The SUSY vacuum is shifted when soft SUSY-breaking masses for scalars
are introduced. The scalar potential is now given by
\begin{equation}
  V \;=\; V_{\rm SUSY} + \sum_{i=1}^N m_i^2 |\phi_i|^2 
  +\sum_{j=1}^{\bar N} \bar m_j^2 |\bar\phi_j|^2 \,+\cdots,
  \label{V}
\end{equation}
where $m_i^2$ and $\bar m_j^2$ are arbitrary mass parameters. The
ellipsis denotes other SUSY-breaking terms irrelevant to our
analysis. In $V_{\rm SUSY}$, the $D$ component is replaced with scalar
fields through the equation of motion (\ref{Deom}). Minimizing the
potential with respect to negatively-charged fields, we find that the
$D$ component obtains a VEV
\begin{equation}
  \langle D\rangle \;=\; \frac{\bar m^2}{|\bar q|}.
  \label{Dvev}
\end{equation}
In this expression, $\bar m^2/|\bar q|$ is the minimum value of 
$\bar m^2_i/|\bar q_i|$ in the model, since the effective potential
around the minimum along the $\bar\phi_i$ direction takes a value of
$O(\bar m^2_i/|\bar q_i|)\,\xi_{\rm FI}$. Without superpotential, only
the scalar fields with such minimal value of ratio, 
$\bar m^2/|\bar q|$, can contribute to the above equation. For
example, in the case of universal scalar masses, (a combination of)

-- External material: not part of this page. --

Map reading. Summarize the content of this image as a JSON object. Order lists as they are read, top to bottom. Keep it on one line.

scalar fields with the largest negative value of $U(1)$ charge obtain
the VEV (\ref{Dvev}). In this way, the $D$-flat direction is lifted by
SUSY-breaking masses of scalar fields with negative quantum
numbers. From Eqs.~(\ref{Vsusy}) and (\ref{Dvev}), one finds a formula
for the $D$-term contribution to the masses of light scalars:
\begin{equation}
  m^2_{D_i} \;=\; q_i\langle D\rangle \;=\; 
  \frac{q_i}{|\bar q|}\,\bar m^2.
  \label{Dcont}
\end{equation}

The most important property of the formula (\ref{Dcont}) is that the 
induced scalar masses squared are proportional to their $U(1)_X$
charges. This fact gives a significant implication to flavor
physics. As explained above, realistic low-energy Yukawa couplings are
generated by assigning different charges to matter fields. If all
SUSY-breaking masses are of the same order of magnitude, this scalar
mass difference leads to large FCNC amplitudes. For example,
lepton-flavor violation from flavor symmetry $D$-terms was discussed
in~\cite{DLFV}.

Besides the flavor problems, the induced scalar masses (\ref{Dcont})

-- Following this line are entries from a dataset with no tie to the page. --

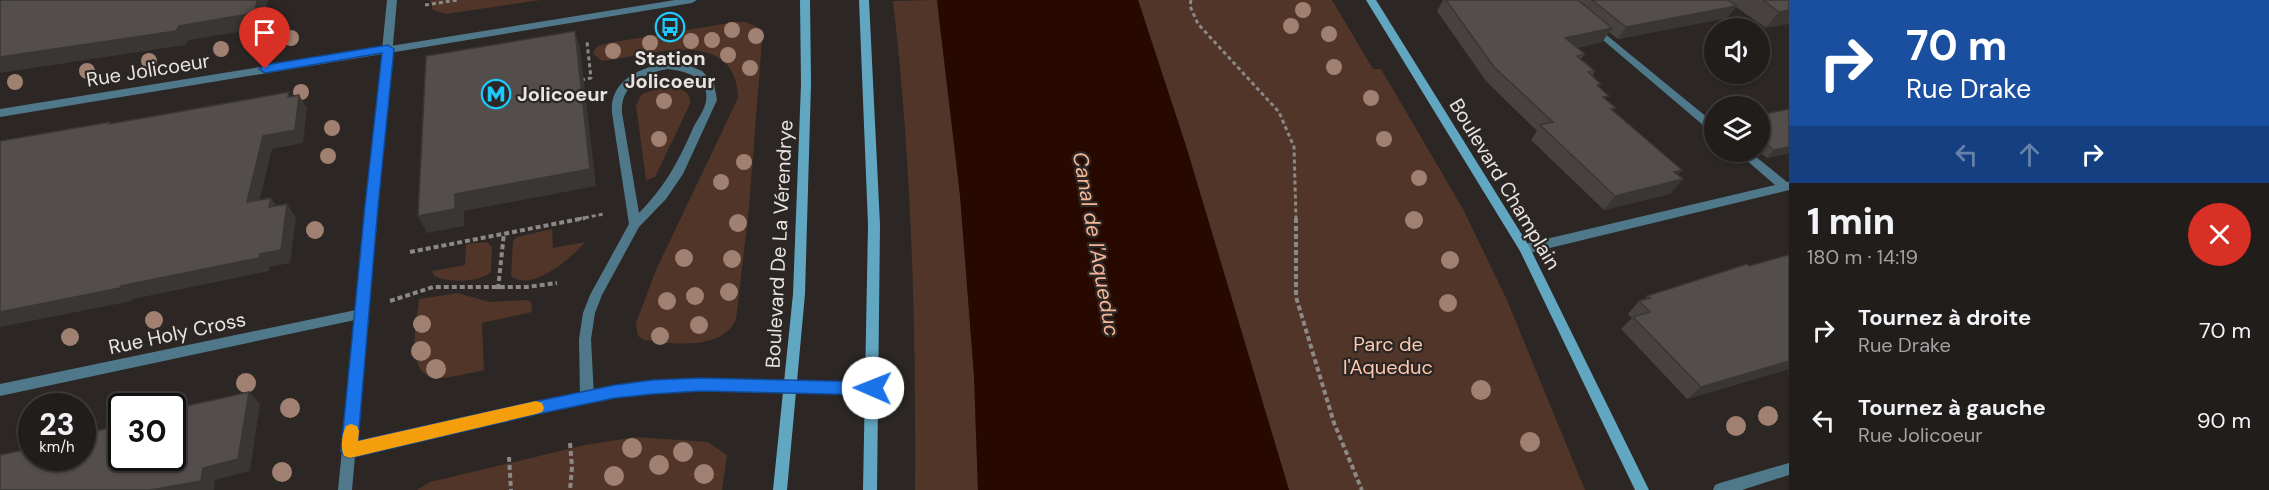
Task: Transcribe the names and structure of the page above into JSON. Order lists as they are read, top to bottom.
{
  "streets": {
    "main road": ["Boulevard Champlain", "Boulevard De La Vérendrye"],
    "street": ["Rue Jolicoeur", "Rue Holy Cross"]
  },
  "water": ["Canal de l'Aqueduc"],
  "parks": ["Parc de l'Aqueduc"],
  "places": {
    "bus stop": ["Station Jolicoeur"],
    "metro station": ["Jolicoeur"]
  },
  "page": {
    "turn": ["70 m", "Rue Drake"],
    "heading": ["1 min", "180 m · 14:19"],
    "list": [
      {
        "name": "Tournez à droite",
        "note": "Rue Drake",
        "value": "70 m"
      },
      {
        "name": "Tournez à gauche",
        "note": "Rue Jolicoeur",
        "value": "90 m"
      }
    ],
    "speed": "23 km/h",
    "limit": "30"
  }
}
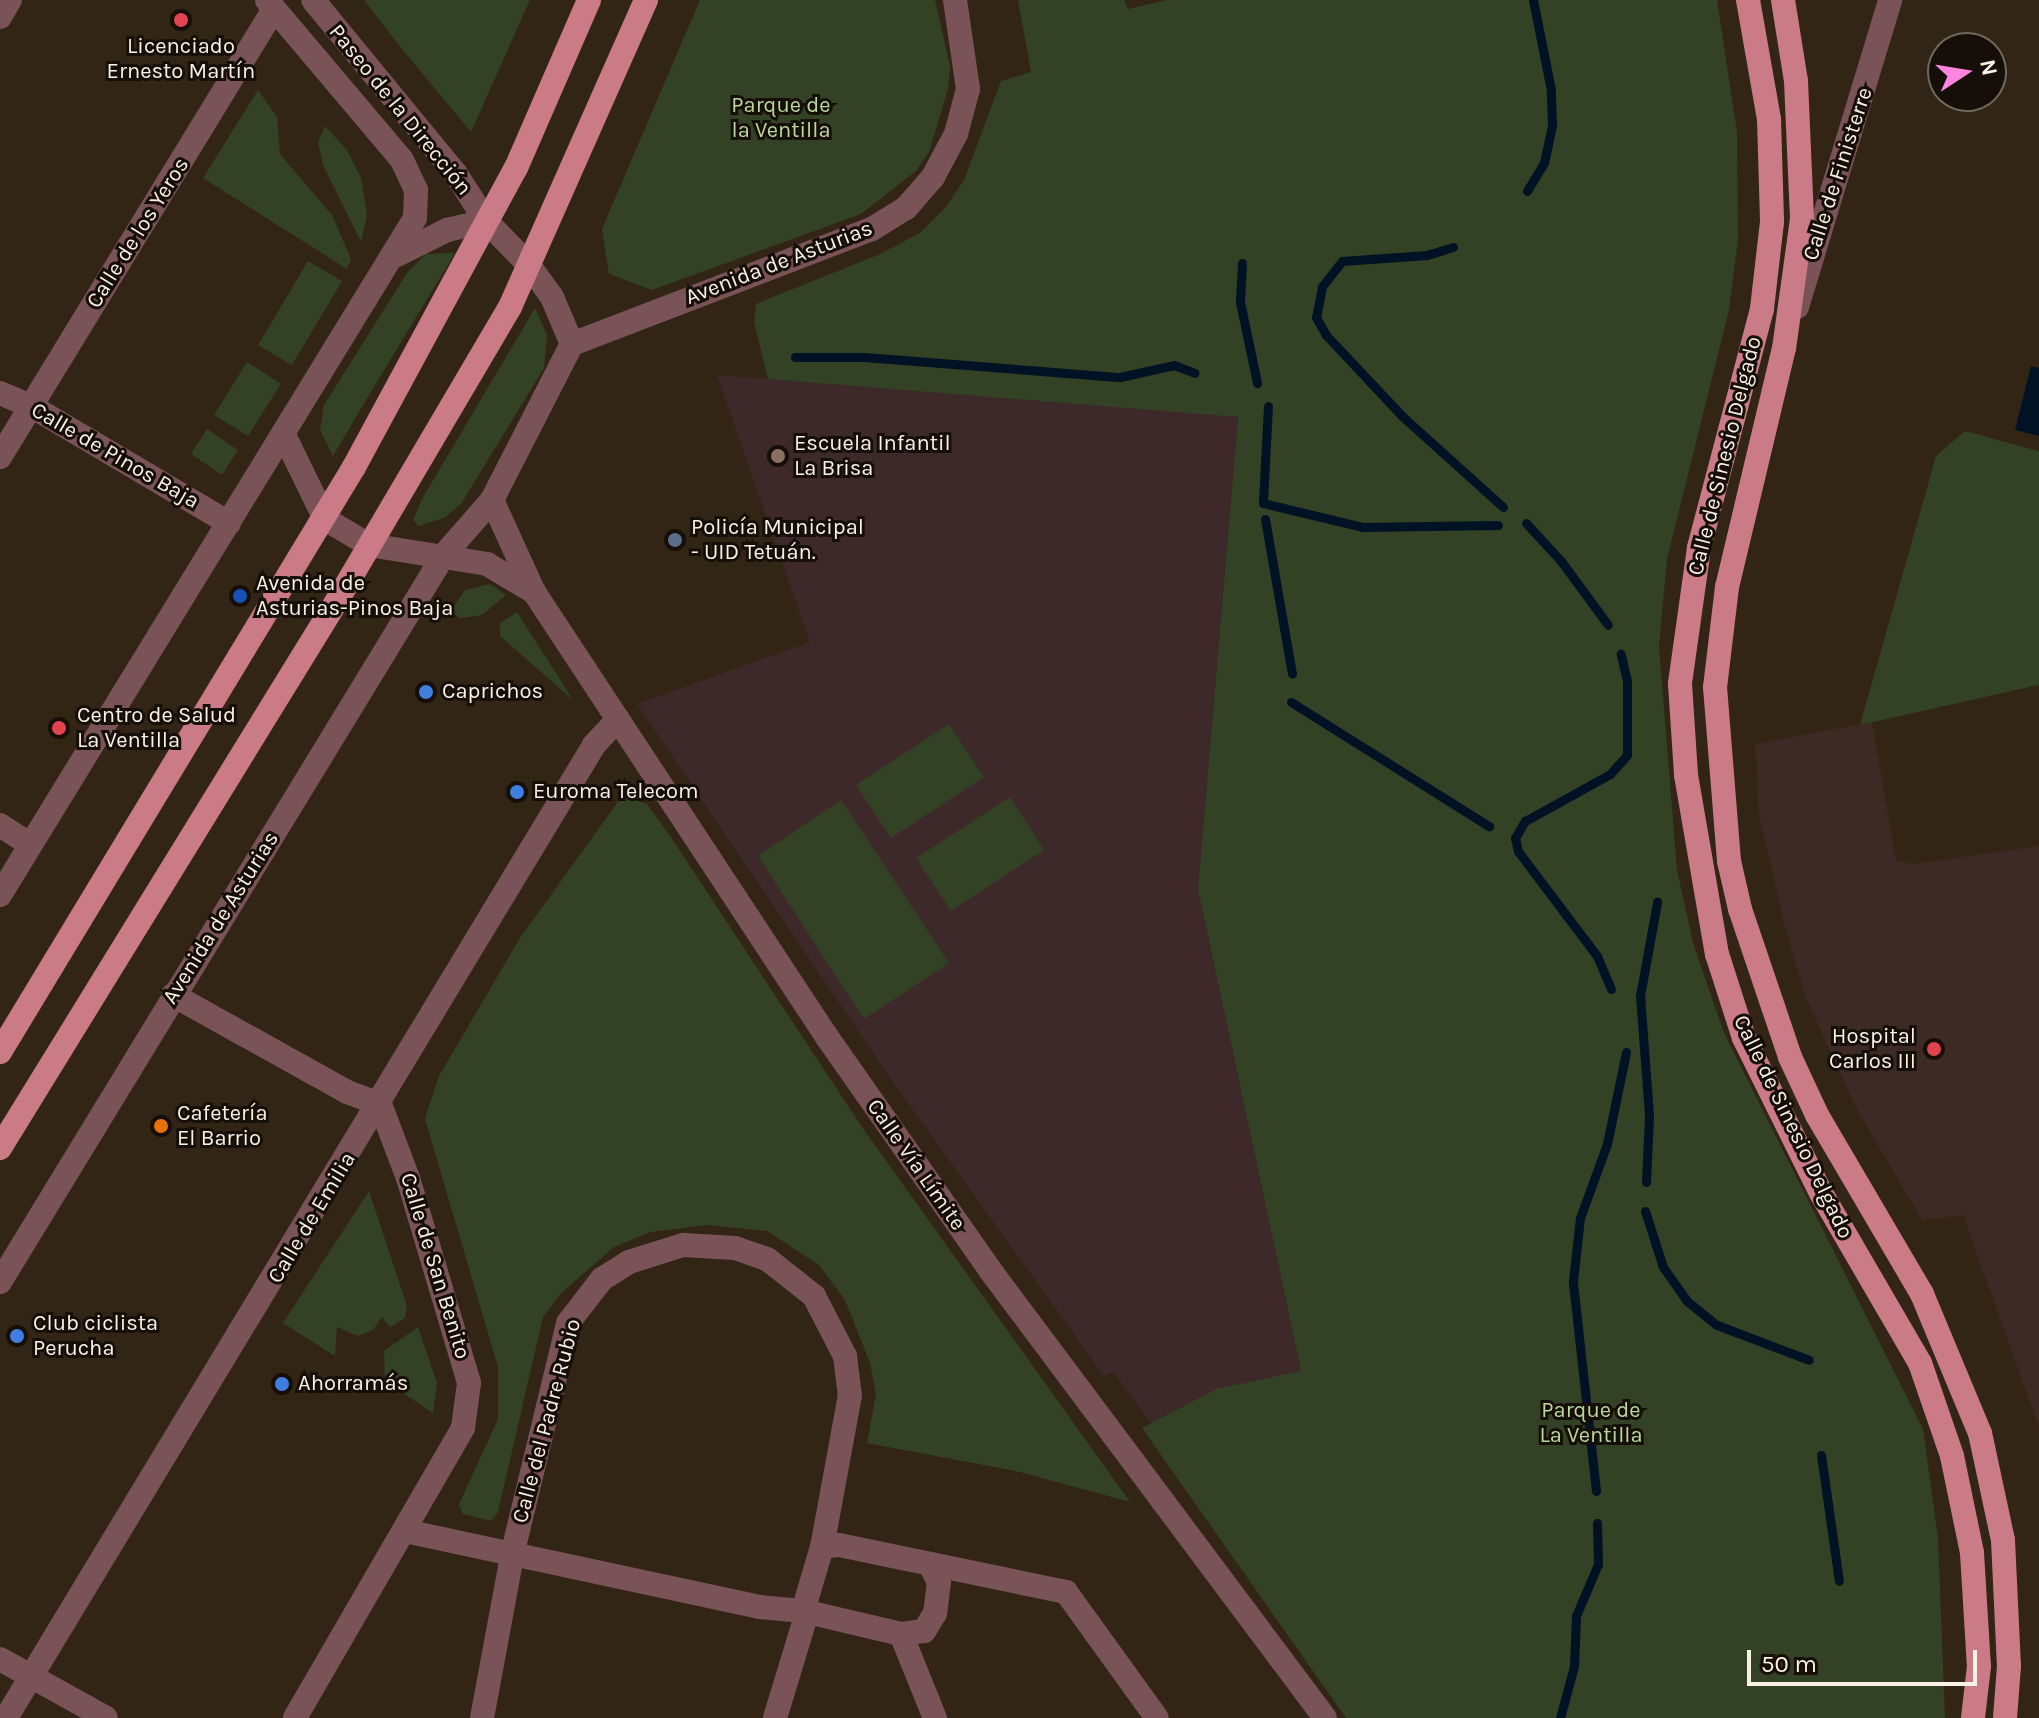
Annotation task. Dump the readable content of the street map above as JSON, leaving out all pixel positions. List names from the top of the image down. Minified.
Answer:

have several interesting properties. Firstly, the contribution is
independent of the $U(1)_X$ gauge coupling constant $g_X$. Therefore
the formula (\ref{Dcont}) remains valid even if $g_X$ is small. [Note,
however, that the complete global limit ($g_X\to 0$) cannot be taken
since the $U(1)_X$ symmetry is broken only if the condition
$g_X^2>\bar m^2/(-\bar q\xi_{\rm FI})$ is satisfied so that the scalar
potential (\ref{V}) is unstable around the origin of the moduli space.] 

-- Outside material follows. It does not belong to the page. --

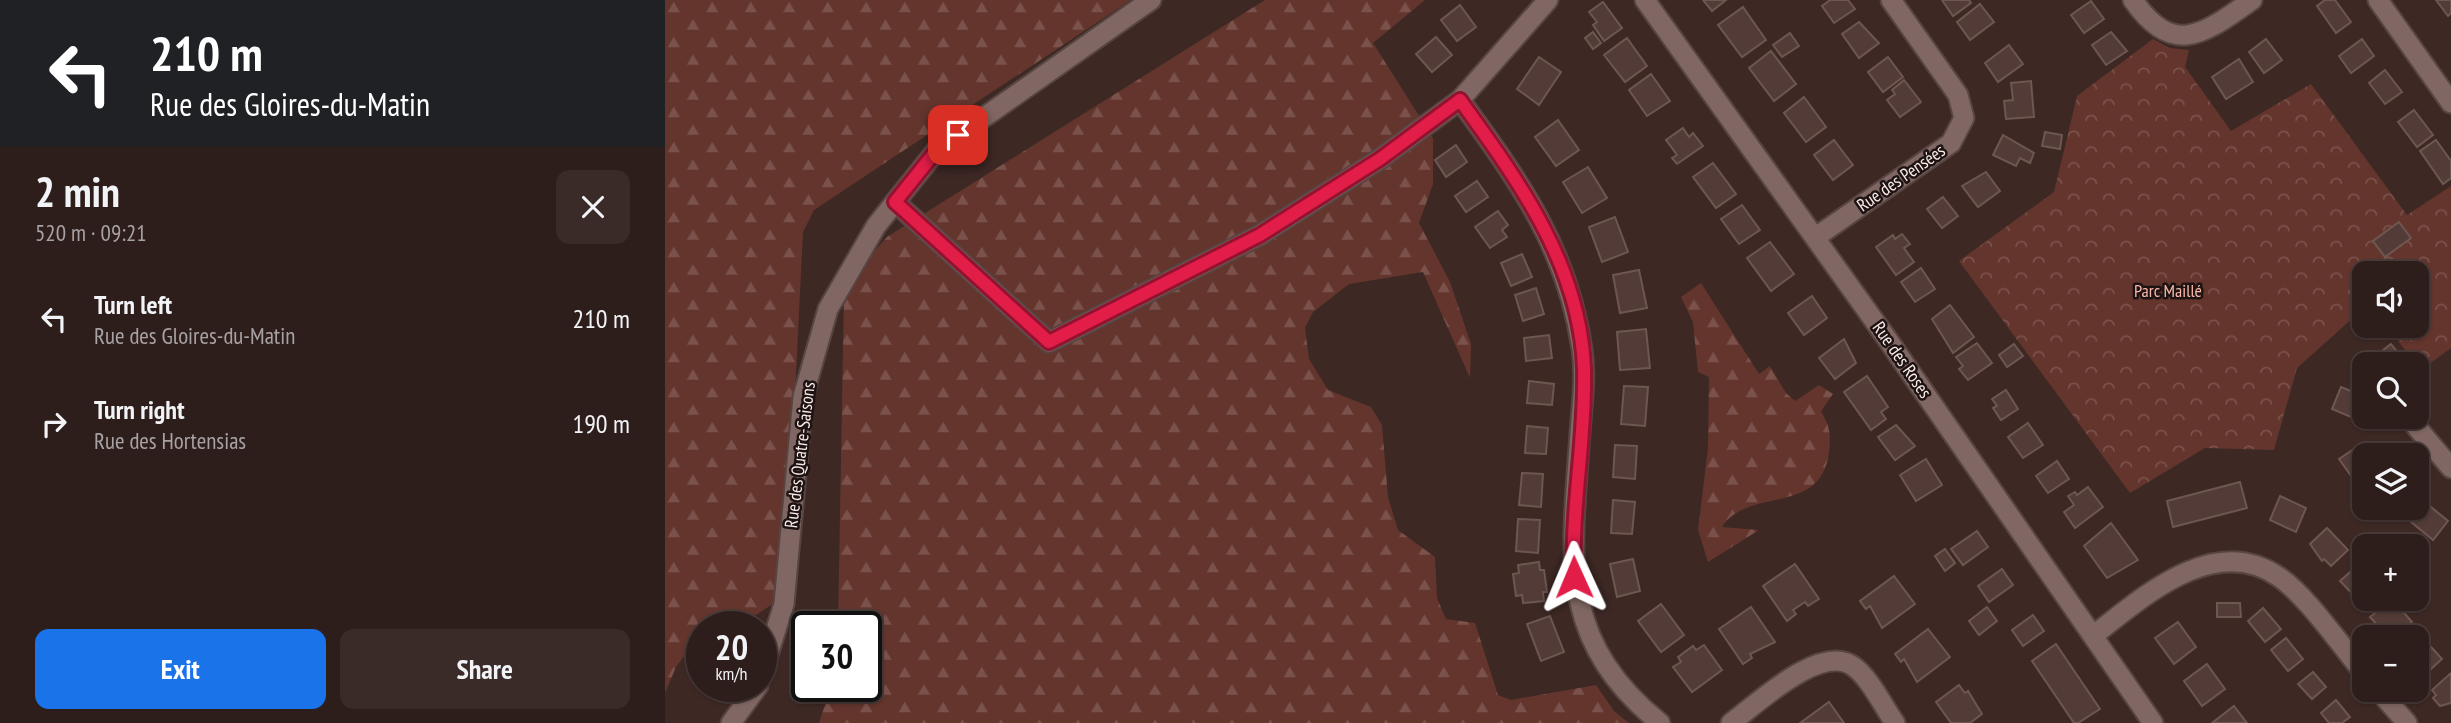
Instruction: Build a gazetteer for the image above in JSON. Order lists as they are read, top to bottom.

Secondly, the $D$-term contribution does not depend on the
symmetry-breaking scale $M_X$, either. The $D$-term contribution is
proportional to a tiny deviation from supersymmetric conditions (flat
directions), and the deviation is determined by supersymmetry breaking
independently of the gauge symmetry breaking~\cite{otherD}. As a result
of these properties, the scalar masses induced via the $D$ term appear
for any value of gauge coupling and symmetry-breaking
scale\rlap.\,\footnote{This is true provided that soft SUSY-breaking
terms are present already at the scale of scalar VEVs. On the other
hand, it will be intuitively clear that the $D$-term contribution is
absent if soft masses arise only at low energy as in the gauge
mediation of SUSY breaking~\cite{GM}. This can be seen from the fact
that, to correctly determine the scalar VEVs, one has to use the
renormalization-group improved potential~\cite{RGpot} in which all
running parameters are evaluated at the VEV scale.} It is also found
from (\ref{Dcont}) that the normalization of $U(1)_X$ charges does not
affect the size of $D$-term contribution.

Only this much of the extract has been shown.